ルージュ公爵家の別荘へ
夏季休暇も順調に過ぎていき、ルージュ公爵家の別荘があるルージュ公爵領へと旅行に行く日がやって来た。セレーネ達は、屋敷前に止まった魔動車に乗り込んだ。
セレーネ、フェリシア、テレサ、カノン、マリア、ルリナが乗り込んでも魔動車には席が空いていた。カノンは、運転を交代する可能性を考えて、助手席に座っている。
魔動車に乗り込んですぐにテレサはユイに挨拶をしていた。
「お初にお目にかかります。クリムソン侯爵家長女テレサ・クリムソンと申します。妹がお世話になっております。本日はお招きいただき、ありがとうございます」
「初めまして。ユイ・ルージュよ。もっと気楽にして頂戴。今は親の爵位なんて気にしないで良いわ。セレーネ達にも同じようにさせているから」
「……分かったわ。今はセレーネの姉として接する事にするわ」
「ええ。それでお願い」
ユイはテレサにも、爵位を気にせずに接するように命令した。そうでなければ、この旅行が窮屈なものになると考えたからだ。セレーネに友人として接させているのに、テレサに公爵令嬢と侯爵令嬢として接しろというのもおかしいと考えたというのもある。
そんなテレサとユイの会話の中で、セレーネは魔動車に興味を抱いていた。
「前に乗った魔動車よりも大きくない?」
「旅行に行くからね。セレーネ達の荷物がないというのも大きいわ。お父様が、旅行に行くならこれくらい必要だろうと用意したものだからというのもあるかな」
「ふ~ん……ここで暮らせそう」
セレーネがそう思う程、その魔動車は大きな魔動車だった。三列あるシートの先頭にセレーネとユイ、二列目にフェリシアとマリア、三列目にテレサとルリナが座り、魔動車が動き出す。
「どのくらい掛かるの?」
「大体五時間くらいかな。飛ばせば、もっと早く着くけどね」
「安全運転で行きますので、四時間くらいだとお考え下さい」
「一時間も短縮出来るの?」
「安全運転でも、そのくらいの速度は出せますので」
「へぇ~」
魔動車は、王都を出た途端に速度が上がった。そこで、セレーネは揺れが少ない事に気付いた。
「あまり揺れないんだ?」
「ええ。最新式の魔動車で、バネを仕込む事で揺れを最低限にしているのよ。詳しい原理までは知らないのだけどね。操縦もしやすくなるみたいよ」
「へぇ~、お姉様知ってた?」
「知らないわ。うちでも購入はしていないわね」
「そっか。お父様におすすめしようかな」
「小さいものがあれば良いかもしれないわね」
今魔動車に乗っている中に、魔動車に精通している者は誰もいないので、全員詳しい原理までは分からない。そのため魔動車に関する会話は、それで終わった。ほとんど全員が魔術に精通している事もあり、話題は研究に関するものになっていく。

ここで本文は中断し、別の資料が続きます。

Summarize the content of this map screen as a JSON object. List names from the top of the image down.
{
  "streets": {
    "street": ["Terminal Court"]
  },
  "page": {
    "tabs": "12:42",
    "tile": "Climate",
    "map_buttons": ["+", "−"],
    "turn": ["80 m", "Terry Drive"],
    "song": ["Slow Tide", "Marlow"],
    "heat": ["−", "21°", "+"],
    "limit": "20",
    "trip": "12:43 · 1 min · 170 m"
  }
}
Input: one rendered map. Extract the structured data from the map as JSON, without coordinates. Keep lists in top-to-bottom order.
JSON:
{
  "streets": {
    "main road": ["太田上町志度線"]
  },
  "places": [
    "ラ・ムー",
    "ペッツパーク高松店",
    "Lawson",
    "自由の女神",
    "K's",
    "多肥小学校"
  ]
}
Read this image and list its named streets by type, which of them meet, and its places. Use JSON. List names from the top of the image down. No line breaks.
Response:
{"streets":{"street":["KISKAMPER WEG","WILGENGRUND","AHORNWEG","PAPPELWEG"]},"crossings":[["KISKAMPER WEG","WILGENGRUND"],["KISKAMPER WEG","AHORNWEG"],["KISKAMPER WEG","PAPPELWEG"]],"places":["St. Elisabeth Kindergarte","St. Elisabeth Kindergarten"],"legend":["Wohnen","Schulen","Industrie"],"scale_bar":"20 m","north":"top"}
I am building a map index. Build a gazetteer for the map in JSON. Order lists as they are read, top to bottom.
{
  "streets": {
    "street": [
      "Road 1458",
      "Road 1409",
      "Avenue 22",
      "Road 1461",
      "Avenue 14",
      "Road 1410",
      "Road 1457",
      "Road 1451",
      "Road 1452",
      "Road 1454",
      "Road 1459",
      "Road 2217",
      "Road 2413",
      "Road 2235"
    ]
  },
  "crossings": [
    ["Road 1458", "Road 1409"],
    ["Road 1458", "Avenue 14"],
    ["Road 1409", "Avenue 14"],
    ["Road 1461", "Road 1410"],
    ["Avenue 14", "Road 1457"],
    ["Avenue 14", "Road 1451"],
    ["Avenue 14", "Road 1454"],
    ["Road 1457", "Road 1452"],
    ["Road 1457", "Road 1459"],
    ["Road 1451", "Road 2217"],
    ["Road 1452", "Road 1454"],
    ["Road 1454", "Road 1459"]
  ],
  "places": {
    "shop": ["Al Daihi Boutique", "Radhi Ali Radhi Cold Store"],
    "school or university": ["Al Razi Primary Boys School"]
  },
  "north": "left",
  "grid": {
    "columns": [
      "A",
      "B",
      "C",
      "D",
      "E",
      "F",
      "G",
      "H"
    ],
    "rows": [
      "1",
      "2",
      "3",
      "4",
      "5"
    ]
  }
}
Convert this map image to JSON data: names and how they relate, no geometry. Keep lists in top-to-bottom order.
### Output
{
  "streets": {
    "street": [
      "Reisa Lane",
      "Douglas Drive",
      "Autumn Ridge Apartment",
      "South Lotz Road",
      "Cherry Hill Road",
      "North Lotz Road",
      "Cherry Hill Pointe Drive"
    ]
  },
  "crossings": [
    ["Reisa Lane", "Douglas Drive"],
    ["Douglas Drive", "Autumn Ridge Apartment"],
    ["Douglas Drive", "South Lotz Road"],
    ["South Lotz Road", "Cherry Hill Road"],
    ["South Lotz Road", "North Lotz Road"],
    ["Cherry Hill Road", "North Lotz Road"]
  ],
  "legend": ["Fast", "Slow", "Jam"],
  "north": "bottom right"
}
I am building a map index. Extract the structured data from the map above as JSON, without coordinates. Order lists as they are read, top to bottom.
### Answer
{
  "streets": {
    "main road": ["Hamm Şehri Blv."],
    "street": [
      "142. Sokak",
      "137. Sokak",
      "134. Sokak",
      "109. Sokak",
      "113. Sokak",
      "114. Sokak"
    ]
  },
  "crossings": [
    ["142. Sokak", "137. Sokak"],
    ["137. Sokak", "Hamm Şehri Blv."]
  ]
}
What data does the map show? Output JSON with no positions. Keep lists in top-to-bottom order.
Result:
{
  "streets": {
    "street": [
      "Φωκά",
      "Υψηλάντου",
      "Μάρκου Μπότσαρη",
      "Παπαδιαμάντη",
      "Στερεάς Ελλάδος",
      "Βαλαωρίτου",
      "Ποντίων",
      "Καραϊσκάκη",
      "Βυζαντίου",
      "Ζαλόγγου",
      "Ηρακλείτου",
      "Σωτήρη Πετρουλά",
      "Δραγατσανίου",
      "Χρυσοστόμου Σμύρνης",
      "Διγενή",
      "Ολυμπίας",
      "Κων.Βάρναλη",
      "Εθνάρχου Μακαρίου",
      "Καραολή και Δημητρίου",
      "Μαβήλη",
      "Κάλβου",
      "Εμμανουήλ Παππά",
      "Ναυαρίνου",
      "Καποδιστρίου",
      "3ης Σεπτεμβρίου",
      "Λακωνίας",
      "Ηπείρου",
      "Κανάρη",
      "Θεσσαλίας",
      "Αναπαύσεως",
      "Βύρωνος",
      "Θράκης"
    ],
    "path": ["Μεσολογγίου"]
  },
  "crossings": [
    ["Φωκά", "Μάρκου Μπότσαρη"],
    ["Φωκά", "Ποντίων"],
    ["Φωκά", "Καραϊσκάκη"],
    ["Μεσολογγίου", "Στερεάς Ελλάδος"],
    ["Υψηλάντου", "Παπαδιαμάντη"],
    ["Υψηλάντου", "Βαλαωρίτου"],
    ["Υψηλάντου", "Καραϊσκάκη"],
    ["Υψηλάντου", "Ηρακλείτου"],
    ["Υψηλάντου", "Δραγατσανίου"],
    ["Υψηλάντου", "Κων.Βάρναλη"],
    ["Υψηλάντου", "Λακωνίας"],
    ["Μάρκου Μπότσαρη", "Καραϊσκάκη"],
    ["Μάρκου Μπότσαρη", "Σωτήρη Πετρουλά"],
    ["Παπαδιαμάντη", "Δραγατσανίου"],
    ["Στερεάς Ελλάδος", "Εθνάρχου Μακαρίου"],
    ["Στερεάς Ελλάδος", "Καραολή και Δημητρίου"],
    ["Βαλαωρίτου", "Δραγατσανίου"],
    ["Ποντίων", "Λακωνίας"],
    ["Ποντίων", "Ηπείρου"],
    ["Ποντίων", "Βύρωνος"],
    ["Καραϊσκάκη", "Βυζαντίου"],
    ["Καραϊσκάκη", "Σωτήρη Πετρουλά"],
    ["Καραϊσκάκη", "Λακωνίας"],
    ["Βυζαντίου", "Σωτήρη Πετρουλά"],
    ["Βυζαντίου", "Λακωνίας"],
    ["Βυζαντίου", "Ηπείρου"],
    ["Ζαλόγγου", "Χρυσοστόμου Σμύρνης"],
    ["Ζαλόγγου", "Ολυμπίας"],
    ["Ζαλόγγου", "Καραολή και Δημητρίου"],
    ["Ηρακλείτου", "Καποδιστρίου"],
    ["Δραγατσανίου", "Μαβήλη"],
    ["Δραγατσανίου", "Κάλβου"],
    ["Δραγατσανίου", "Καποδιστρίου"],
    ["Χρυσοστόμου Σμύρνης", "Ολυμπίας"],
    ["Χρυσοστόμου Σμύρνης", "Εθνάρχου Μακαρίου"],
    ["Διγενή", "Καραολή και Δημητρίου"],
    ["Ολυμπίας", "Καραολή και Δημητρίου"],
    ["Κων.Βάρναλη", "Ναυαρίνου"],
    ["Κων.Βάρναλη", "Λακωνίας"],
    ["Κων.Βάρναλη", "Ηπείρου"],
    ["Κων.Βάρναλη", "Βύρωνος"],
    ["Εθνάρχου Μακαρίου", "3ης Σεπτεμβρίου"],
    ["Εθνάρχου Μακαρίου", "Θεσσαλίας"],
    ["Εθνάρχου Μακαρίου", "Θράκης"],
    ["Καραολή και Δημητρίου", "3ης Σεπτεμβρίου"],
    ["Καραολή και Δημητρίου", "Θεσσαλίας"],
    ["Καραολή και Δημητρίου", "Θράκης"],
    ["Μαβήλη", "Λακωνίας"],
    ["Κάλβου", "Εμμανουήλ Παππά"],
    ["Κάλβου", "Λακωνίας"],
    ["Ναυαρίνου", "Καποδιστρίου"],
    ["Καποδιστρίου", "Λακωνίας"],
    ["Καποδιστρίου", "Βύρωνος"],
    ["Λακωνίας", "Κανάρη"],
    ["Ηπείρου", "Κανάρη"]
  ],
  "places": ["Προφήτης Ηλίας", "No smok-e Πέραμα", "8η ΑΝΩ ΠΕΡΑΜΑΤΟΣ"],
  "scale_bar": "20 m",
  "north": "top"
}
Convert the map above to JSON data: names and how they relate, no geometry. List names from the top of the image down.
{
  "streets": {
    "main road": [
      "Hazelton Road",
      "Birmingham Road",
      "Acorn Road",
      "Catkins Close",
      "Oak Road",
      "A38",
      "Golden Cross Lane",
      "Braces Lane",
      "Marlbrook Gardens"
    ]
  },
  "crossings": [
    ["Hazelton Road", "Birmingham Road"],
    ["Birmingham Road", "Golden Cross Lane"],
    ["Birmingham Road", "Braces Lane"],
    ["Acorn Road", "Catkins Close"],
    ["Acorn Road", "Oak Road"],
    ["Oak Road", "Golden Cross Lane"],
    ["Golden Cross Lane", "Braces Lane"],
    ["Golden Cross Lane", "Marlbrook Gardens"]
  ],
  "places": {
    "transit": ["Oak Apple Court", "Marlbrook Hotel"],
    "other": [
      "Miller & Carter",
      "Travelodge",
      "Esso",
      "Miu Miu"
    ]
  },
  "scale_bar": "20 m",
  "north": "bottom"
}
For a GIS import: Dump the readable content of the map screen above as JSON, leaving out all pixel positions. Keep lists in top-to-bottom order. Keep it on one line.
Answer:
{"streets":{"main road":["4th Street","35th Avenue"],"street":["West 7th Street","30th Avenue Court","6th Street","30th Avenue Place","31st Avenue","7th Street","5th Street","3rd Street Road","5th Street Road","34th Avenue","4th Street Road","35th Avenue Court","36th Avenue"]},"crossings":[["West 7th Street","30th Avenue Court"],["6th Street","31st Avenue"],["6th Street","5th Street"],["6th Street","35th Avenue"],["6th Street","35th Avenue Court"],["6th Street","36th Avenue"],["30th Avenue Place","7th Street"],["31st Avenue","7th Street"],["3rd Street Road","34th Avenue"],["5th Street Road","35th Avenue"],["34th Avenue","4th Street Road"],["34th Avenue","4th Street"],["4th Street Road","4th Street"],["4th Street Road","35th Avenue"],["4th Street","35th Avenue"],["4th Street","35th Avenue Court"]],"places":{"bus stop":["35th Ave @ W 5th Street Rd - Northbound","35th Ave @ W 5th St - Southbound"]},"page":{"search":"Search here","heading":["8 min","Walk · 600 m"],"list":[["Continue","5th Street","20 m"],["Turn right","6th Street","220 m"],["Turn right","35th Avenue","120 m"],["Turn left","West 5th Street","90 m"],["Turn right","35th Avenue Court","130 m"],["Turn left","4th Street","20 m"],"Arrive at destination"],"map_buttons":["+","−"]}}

「じゃあ、セレーネはまだ新しい研究の内容を決めてないのね」
「うん。基礎魔術を見直す事にしてるけど、複合魔術の研究もしてみたいかなって考えてるの。氷魔術よりも複雑な複合魔術を調べたくてね。氷魔術みたいに名前が付いていれば分かり易いけど、水と雷の複合魔術とかは名前が付いてないから、調べるのに苦労するんだ」
「へぇ~」
「ユイは?」
「私も決まっていないわ。いざ研究となると難しいわね。私が得意な魔術は火属性だから、そこを研究したくはあるわね」
「火属性か……」
セレーネは、火属性魔術について少し考える。
「火属性……私が一番使うのは、氷魔術とか冷蔵庫とかかな」
「熱操作よね?」
「うん。そこら辺の研究も面白いかなって思ったけど、大体研究され尽くしているかな」
「難しそうね。でも、得意なものから調べて行くのは良いかもしれないわ。旅行が終わったら取り寄せてみる」
「私はあまり使わない魔術の研究をしてみるかなぁ。闇魔術とか」
「闇魔術は危険だから、研究するなら気を付けてしなさい」
眼を瞑りながら二人の話を聞いていたテレサが、そこでだけ口を出して注意した。セレーネは素直に頷く。
「は~い。そういえば、お姉様の研究は進んでるの?」
「そこそこね。空を飛ぼうと考えていたのだけど、やっぱり身体を打ち出すしか出来ないわね」
「それってシローナちゃんが言ってた風魔術を得意としている人なら誰でも出来るやつ?」
「それはよく分からないけれど、身体に風を纏って高速移動するものよ。進行方向と逆方向に風を噴射する事で身体を打ち出すのよ。身体への負担が大きくなるから、本当に使いこなせないと難しいわね」
「風を纏う……フェリシアの研究と似てるね」
セレーネはフェリシアに話を振る。
「そうね。私の研究は自分の周囲の温度を低くして、氷魔術の発動速度を上げようというものだから」
「それって、そこまで変わるものなの?」
いまいち分かっていないユイが質問する。
「ええ。環境によって、魔術の発動速度は影響してくるわ。論文にもあったけれど、乾燥地帯での水魔術の発動速度は遅くなり、気温の低い場所で使う氷魔術の発動速度は早くなっていたの。これは、私も実証しているわ。セレーネに協力して貰ってね」
「それだけ分かっていても研究は進んでいないのね」
ユイは、ミルズとの会話を思い出してそう言う。
「これを研究しようと思ったのは、最近だからというのもあるわね。自分の周囲の温度を調節する事は出来ているけれど、寒すぎれば低体温症になってしまうし、それに対策するために自分の周りを温めると、周囲の温度にも影響してくるから。だから、結界を使って温度を感じないように遮断する方法も考えたわ。そのための結界を研究中よ」
結界を研究していた事もあり、フェリシアは順調に研究を進められていた。また同じく結界魔術を得意としているスピカの助力も得られていたので、一人で研究するよりも早く内容を詰める事が出来ている。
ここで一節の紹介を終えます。